Joos’s clientele comprised well-to-do burghers in Antwerp and Italian merchants who had professional connections there. The latter account for the significant number of works that became part of Genoese collections. Van Cleve was a savvy entrepreneur, who had the ability to anticipate the aesthetic interests of his clientele and the mass market appeal of certain themes. Early on, he incorporated in his works the popular landscape style of Antwerp’s most famous painter of this genre, Joachim Patinir. He also specialized in the assimilation of new Italianate motifs and sfumato effects of Leonardo da Vinci’s paintings, especially in his many versions of the Virgin and Child with the Cherries and Christ and Saint John the Baptist Embracing. Joos cornered the market on particular subjects, namely paintings of the Holy Family and Saint Jerome in his Study. In order to satisfy the demand, he implemented methods of streamlined production and hired assistants who began to specialize in specific features of a painting, such as landscapes, leaving for himself the most important contribution, that is, the figures.[1]
The Subject of the Painting: Tightly cropped and in a dramatic close-up of a domestic interior, an aged Joseph looks on as the Virgin nurses the Christ Child. Before about 1500, Joseph often appears in narrative scenes, such as the Nativity or the Adoration of the Magi, in a subsidiary role, relegated to the sidelines of compositions that feature the Virgin and Child. However, in the early sixteenth century, Joseph’s position as part of the Holy Family was reconsidered, and Joos van Cleve was one of the major proponents of this transformation. This changing attitude toward Joseph was inspired in part by the writings of Jean Gerson (1363–1429), chancellor of the University of Paris and Dean of Sint-Donaaskerk in Bruges during the fourteenth century. Gerson advocated that the Holy Family was an earthly version of the Trinity, in which Joseph played a key role. In the fifteenth century, respect for Joseph grew and he was considered not only as an earthly father of Christ but also as a protector of the Virgin and Child. In 1479 Pope Sixtus IV introduced the feast of Saint Joseph in the liturgical calendar. Around 1490 the first account of Joseph’s life was printed in the Netherlands (
Histoire van den heiligen Joseph), issued by the Brothers of the Common Life.[2] In 1522 the earliest scholarly treatise on Saint Joseph, the
Summa de donis S. Josephi by the Dominican Isidro Isolani, appeared.[3]

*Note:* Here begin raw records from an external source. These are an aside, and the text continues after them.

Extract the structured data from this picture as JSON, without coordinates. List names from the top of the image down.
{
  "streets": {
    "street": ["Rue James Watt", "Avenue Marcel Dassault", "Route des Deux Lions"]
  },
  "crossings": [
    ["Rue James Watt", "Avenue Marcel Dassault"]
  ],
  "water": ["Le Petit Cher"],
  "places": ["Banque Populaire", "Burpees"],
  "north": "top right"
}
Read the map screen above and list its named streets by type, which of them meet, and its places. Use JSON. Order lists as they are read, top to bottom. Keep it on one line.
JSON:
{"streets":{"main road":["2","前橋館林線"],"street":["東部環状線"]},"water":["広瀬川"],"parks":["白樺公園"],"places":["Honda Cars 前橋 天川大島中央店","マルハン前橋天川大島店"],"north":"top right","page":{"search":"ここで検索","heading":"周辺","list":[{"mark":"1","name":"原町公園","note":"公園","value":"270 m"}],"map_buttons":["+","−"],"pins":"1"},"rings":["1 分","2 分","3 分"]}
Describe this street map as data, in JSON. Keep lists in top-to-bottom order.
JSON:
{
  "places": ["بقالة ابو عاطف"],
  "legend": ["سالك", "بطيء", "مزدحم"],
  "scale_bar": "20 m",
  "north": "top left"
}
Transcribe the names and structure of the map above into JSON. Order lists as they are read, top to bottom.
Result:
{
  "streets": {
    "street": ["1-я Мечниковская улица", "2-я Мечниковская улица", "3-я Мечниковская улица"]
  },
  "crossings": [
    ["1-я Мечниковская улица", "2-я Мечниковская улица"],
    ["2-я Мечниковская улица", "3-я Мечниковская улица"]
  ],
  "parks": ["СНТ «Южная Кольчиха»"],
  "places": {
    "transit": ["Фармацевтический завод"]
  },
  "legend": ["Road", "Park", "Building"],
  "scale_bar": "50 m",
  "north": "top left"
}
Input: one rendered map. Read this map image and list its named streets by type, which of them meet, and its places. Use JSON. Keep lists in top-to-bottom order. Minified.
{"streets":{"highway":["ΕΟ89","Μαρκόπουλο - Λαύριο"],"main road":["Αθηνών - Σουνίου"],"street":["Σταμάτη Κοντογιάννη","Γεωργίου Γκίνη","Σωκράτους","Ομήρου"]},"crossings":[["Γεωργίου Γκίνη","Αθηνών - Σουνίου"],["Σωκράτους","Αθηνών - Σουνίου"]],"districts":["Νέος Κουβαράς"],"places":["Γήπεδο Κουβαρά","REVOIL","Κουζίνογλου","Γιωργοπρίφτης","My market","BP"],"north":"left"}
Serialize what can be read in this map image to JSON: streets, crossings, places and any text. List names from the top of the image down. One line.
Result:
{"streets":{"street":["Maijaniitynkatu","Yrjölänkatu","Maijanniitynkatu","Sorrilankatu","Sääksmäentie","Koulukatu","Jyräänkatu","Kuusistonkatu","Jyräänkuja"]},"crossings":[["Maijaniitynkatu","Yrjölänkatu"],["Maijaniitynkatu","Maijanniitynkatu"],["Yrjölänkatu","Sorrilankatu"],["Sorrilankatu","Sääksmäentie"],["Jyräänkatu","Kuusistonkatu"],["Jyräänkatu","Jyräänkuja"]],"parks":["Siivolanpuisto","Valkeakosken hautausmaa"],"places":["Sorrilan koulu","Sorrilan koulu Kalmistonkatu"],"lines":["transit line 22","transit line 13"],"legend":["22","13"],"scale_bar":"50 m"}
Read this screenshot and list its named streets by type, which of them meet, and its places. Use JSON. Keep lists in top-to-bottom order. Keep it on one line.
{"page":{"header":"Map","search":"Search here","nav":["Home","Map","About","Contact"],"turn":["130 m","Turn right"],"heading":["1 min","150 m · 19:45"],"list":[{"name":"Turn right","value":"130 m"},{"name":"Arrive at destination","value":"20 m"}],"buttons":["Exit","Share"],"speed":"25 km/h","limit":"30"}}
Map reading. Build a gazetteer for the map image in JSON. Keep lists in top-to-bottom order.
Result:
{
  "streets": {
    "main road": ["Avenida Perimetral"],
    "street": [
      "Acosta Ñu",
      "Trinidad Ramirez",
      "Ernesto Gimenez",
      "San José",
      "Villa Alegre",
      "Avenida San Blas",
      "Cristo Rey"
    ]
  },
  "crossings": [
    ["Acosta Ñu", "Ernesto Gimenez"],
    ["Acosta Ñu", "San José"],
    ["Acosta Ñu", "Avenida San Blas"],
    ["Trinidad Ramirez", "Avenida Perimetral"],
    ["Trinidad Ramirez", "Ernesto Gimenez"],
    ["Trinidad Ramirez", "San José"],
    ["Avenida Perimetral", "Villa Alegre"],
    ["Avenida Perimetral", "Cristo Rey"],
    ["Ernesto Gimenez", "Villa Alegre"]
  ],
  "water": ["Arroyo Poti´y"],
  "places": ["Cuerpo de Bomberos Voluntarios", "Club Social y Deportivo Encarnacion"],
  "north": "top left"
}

Joseph is characterized in these texts by his humility and devotion. These traits are emphasized in The Met’s painting, as he looks up from reading a scroll, awestruck by the tenderness with which the Virgin nurses the Christ Child. Joseph has removed his reading glasses, and he witnesses firsthand, along with the viewer, the manifestation of the biblical scriptures on the scroll in his right hand. The legible text begins with words of greeting from Mary’s cousin Elizabeth in recognition of her miraculous pregnancy (fig. 1). It continues with lines from the
Magnificat (Luke I: 42, 46–50), Mary’s response to Elizabeth, which is a celebration of Christ’s Incarnation, God’s omnipotence, and the future of mankind (see Inscriptions).
The words of the
Magnificat relate to the symbolic meaning of the objects on the shelf at the upper right and on the parapet in the foreground of this domestic interior. On the background shelf is a small wooden box and a sealed carafe; a small whiskbroom hangs underneath. These objects are all traditional symbols of Mary’s purity. On the parapet, projecting into the viewer’s space, is a still-life arrangement that symbolically refers to Christ’s Incarnation and his redemption of humankind. The wine in the closed glass and the grapes on the pewter charger refer to the Eucharist. The pomegranate symbolizes the Church, since it is one whole consisting of many parts, while its red color may signal Christ’s Passion. The cherries represent the fruit of Paradise. The kernel of the halved walnut refers to Christ’s divinity, while the shell indicates the wood of the cross. The apple that Christ holds is another symbolic object: it recalls the fruit of Original Sin, and Christ’s redemptive role as the New Adam as he gently touches his mother, the New Eve. Taken together, these objects create a complex liturgical and devotional meaning beyond the simple domestic scene, and are intended for the meditation and contemplation of the viewer. The objects in the foreground are also an early example of still-life painting, and show the incipient stages of a new genre that would come into its own by the seventeenth century.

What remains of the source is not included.